What We're Watching: Brazilian ultras reject Bolsonaro, Syrian election "shocker", US baseball is back

The torcidas turn on Bolsonaro: Brazil's football fans, particularly the organized ultras popularly known as the torcidas, are famous around the world for the passion, intensity, insanity, and joy with which they celebrate their country's brand of the beautiful game. Brazil's president, Jair Bolsonaro, is widely known for the aggressive patriotism, hyper-masculinity, and man-of-the-people image he works to project. That's why some outside Brazil might assume that Brazil's hardcore football fans are major supporters of Bolsonaro, but that assumption ignores the fault lines particular to Brazil's political and sporting culture. In fact, ultras from some rival teams have joined forces in recent days to denounce Bolsonaro's approach to both crime (too heavy) and COVID-19 (too light). In part, this is because many Brazilian ultras are working-class supporters of the leftist Workers Party, the party that Bolsonaro bitterly opposed and then defeated in the last election. Many more low-income ultras live in favelas in Brazil's major cities, which have been especially hard-hit by the coronavirus.

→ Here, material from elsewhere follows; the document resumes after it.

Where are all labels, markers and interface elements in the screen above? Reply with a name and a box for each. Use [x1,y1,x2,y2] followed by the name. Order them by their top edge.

Syria votes (sort of): Surprising precisely zero people, the Baath Party — led by President Bashar al-Assad — came in first in Syria's legislative elections on Sunday, winning 177 of the 250 seats up for grabs in parliament. In a country at war with itself for almost a decade, it should also come as no shocker that turnout barely reached 33 percent, down from 57 percent just four years ago — despite the government reopening polling stations in former rebel-held areas. The Syrian opposition denounced the result as a "farce" because most displaced people were not able to cast ballots, but that will matter little to the Baath Party, which has kept a stranglehold on power since a 1963 coup. The wider issue now is whether (or not) the ruling party will use its ample parliamentary majority to do something to help ordinary Syrians, who are coming under increasing pressure to make ends meet amid the country's economic implosion. Meanwhile, fresh US sanctions threaten to cut off Syria from some of the international funding it badly needs to rebuild its shattered economy and infrastructure.

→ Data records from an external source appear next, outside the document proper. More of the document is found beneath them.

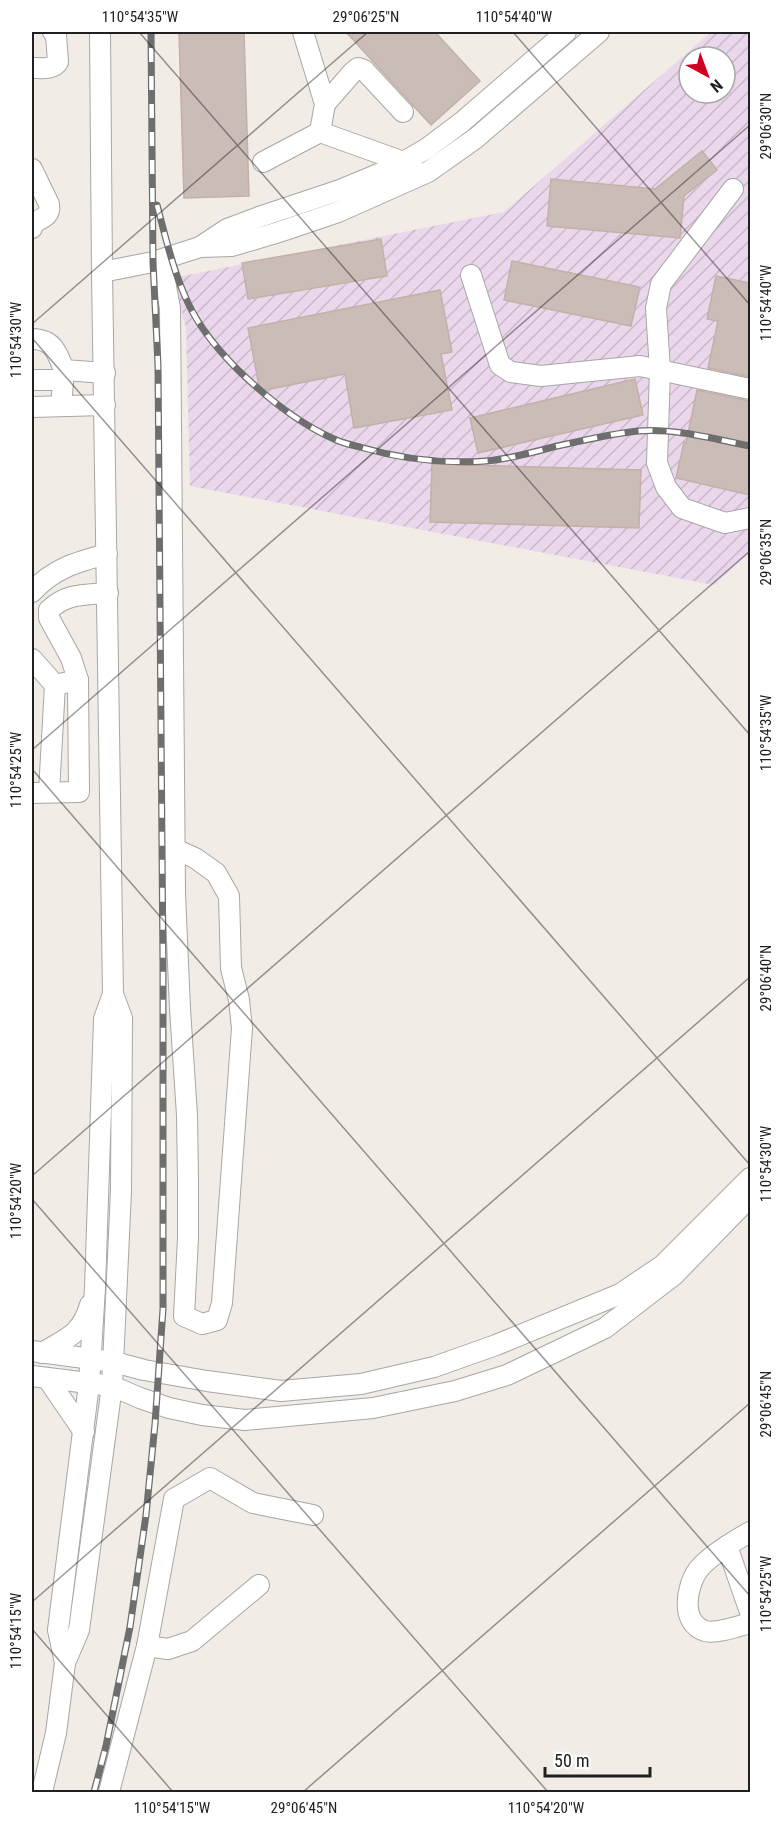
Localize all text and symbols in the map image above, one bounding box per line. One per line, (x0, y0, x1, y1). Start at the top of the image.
text: 110°54'35"W (102, 8, 179, 26)
text: 29°06'25"N (333, 8, 399, 26)
text: 110°54'40"W (476, 8, 553, 26)
north arrow (677, 45, 737, 105)
text: N (707, 76, 726, 96)
text: 29°06'30"N (757, 93, 775, 159)
text: 110°54'40"W (757, 264, 775, 341)
text: 110°54'30"W (7, 301, 25, 378)
text: 29°06'35"N (757, 519, 775, 585)
text: 110°54'35"W (757, 694, 775, 771)
text: 110°54'25"W (7, 731, 25, 808)
text: 29°06'40"N (757, 945, 775, 1011)
text: 110°54'30"W (757, 1125, 775, 1202)
text: 110°54'20"W (7, 1162, 25, 1239)
text: 29°06'45"N (757, 1371, 775, 1437)
text: 110°54'25"W (757, 1555, 775, 1632)
text: 110°54'15"W (7, 1592, 25, 1669)
scale bar (545, 1740, 650, 1778)
text: 50 m (554, 1750, 589, 1771)
text: 110°54'15"W (134, 1799, 211, 1817)
text: 29°06'45"N (271, 1799, 337, 1817)
text: 110°54'20"W (508, 1799, 585, 1817)

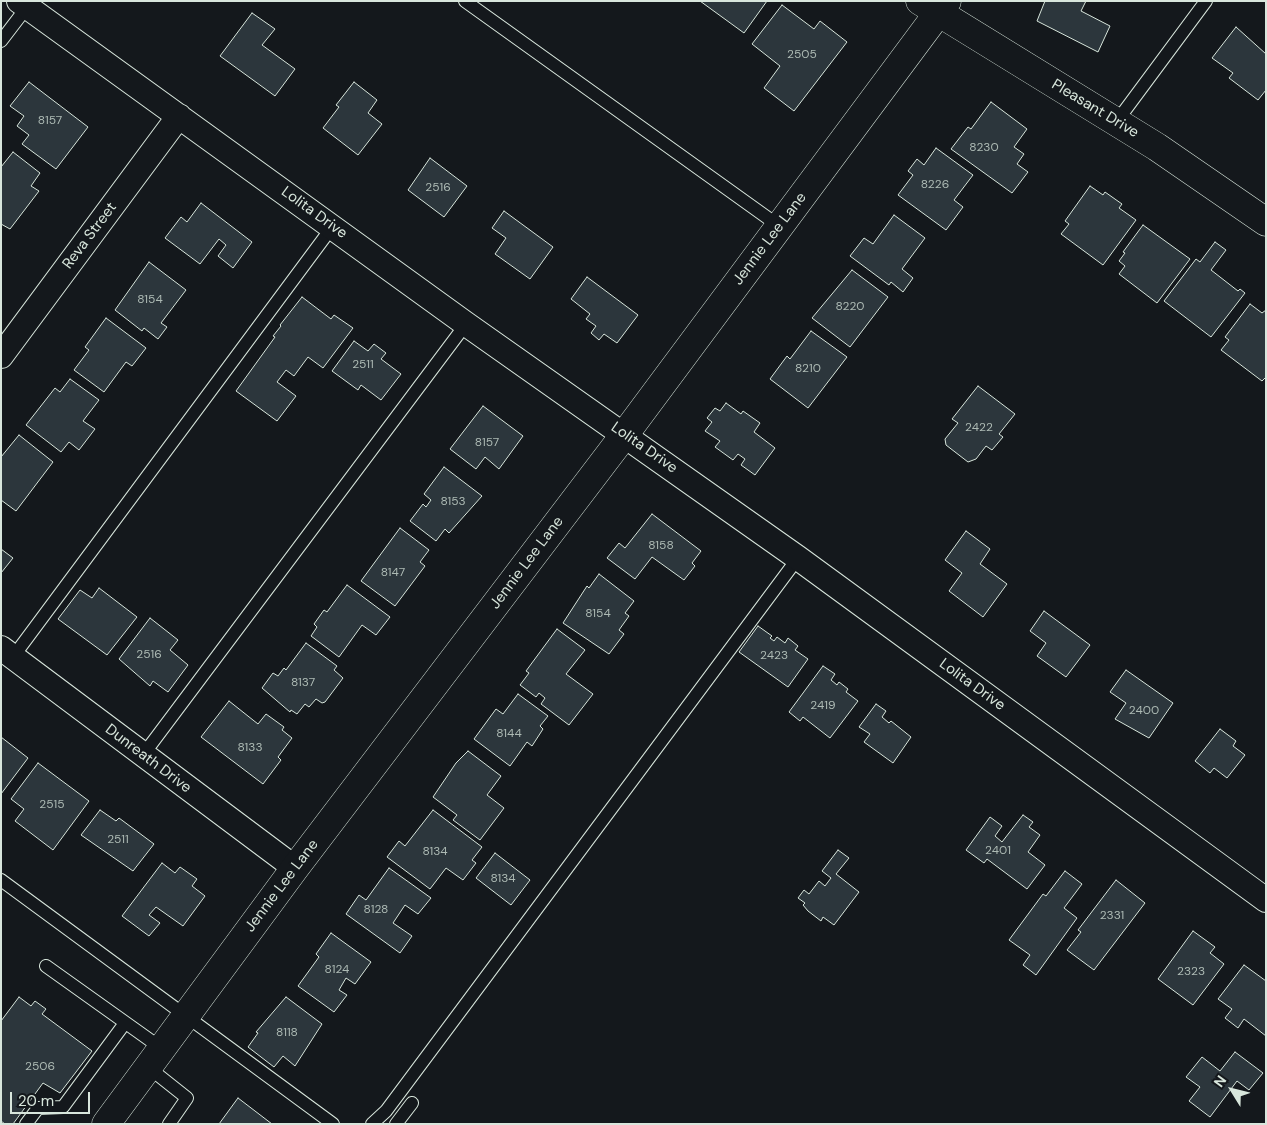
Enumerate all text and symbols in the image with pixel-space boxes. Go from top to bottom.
house number: 2505 [787,48,817,62]
street label: Pleasant Drive [1048,76,1142,142]
house number: 8157 [38,114,62,128]
house number: 8230 [969,141,999,155]
house number: 8226 [921,178,949,192]
house number: 2516 [425,181,451,195]
street label: Lolita Drive [278,183,350,243]
street label: Jennie Lee Lane [729,189,811,289]
street label: Reva Street [59,199,121,273]
house number: 8154 [137,293,163,307]
house number: 8220 [835,300,865,314]
house number: 2511 [352,358,374,372]
house number: 8210 [795,362,821,376]
street label: Lolita Drive [607,419,681,477]
house number: 2422 [965,421,993,435]
house number: 8157 [475,436,499,450]
house number: 8153 [440,495,466,509]
street label: Jennie Lee Lane [486,513,568,613]
house number: 8158 [648,539,674,553]
house number: 8147 [381,566,405,580]
house number: 8154 [585,607,611,621]
house number: 2516 [136,648,162,662]
house number: 2423 [760,649,788,663]
street label: Lolita Drive [936,655,1008,715]
house number: 8137 [291,676,315,690]
house number: 2419 [810,699,836,713]
house number: 2400 [1129,704,1159,718]
street label: Dunreath Drive [101,721,195,797]
house number: 8144 [496,727,522,741]
house number: 8133 [238,741,262,755]
house number: 2515 [39,798,65,812]
house number: 2511 [107,833,129,847]
street label: Jennie Lee Lane [241,836,323,936]
house number: 2401 [985,844,1011,858]
house number: 8134 [422,845,448,859]
house number: 8134 [490,872,516,886]
house number: 8128 [364,903,388,917]
house number: 2331 [1100,909,1124,923]
house number: 8124 [325,963,349,977]
house number: 2323 [1177,965,1205,979]
house number: 8118 [276,1026,298,1040]
house number: 2506 [25,1060,55,1074]
north arrow [1207,1065,1257,1115]
text: N [1210,1072,1230,1091]
scale bar [12,1082,92,1114]
text: 20 m [18,1091,54,1111]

US baseball opens in closed ballparks: Seventeen weeks late, Opening Day has finally arrived. It's a red-letter day for American sports as major league baseball opens a coronavirus-abbreviated season, in which cardboard photographs will replace human fans in the stands. Signalista Alex Kliment wants you to know (again) that the New York Mets will win this year's World Series. Signalista Willis Sparks wants you know that Kliment will be wrong about that for the 34th year in a row. There is also an election-year political angle here: Given poor approval numbers for President Trump's handling of the coronavirus, any perceived return to normal summertime life in America can offer a political boost. On the other hand, Washington DC's baseball club opted against having the president or a former baseball star throw out the ceremonial first pitch of their season: instead they chose infectious disease expert Dr. Anthony Fauci. "Normalcy" remains a relative concept. Play ball.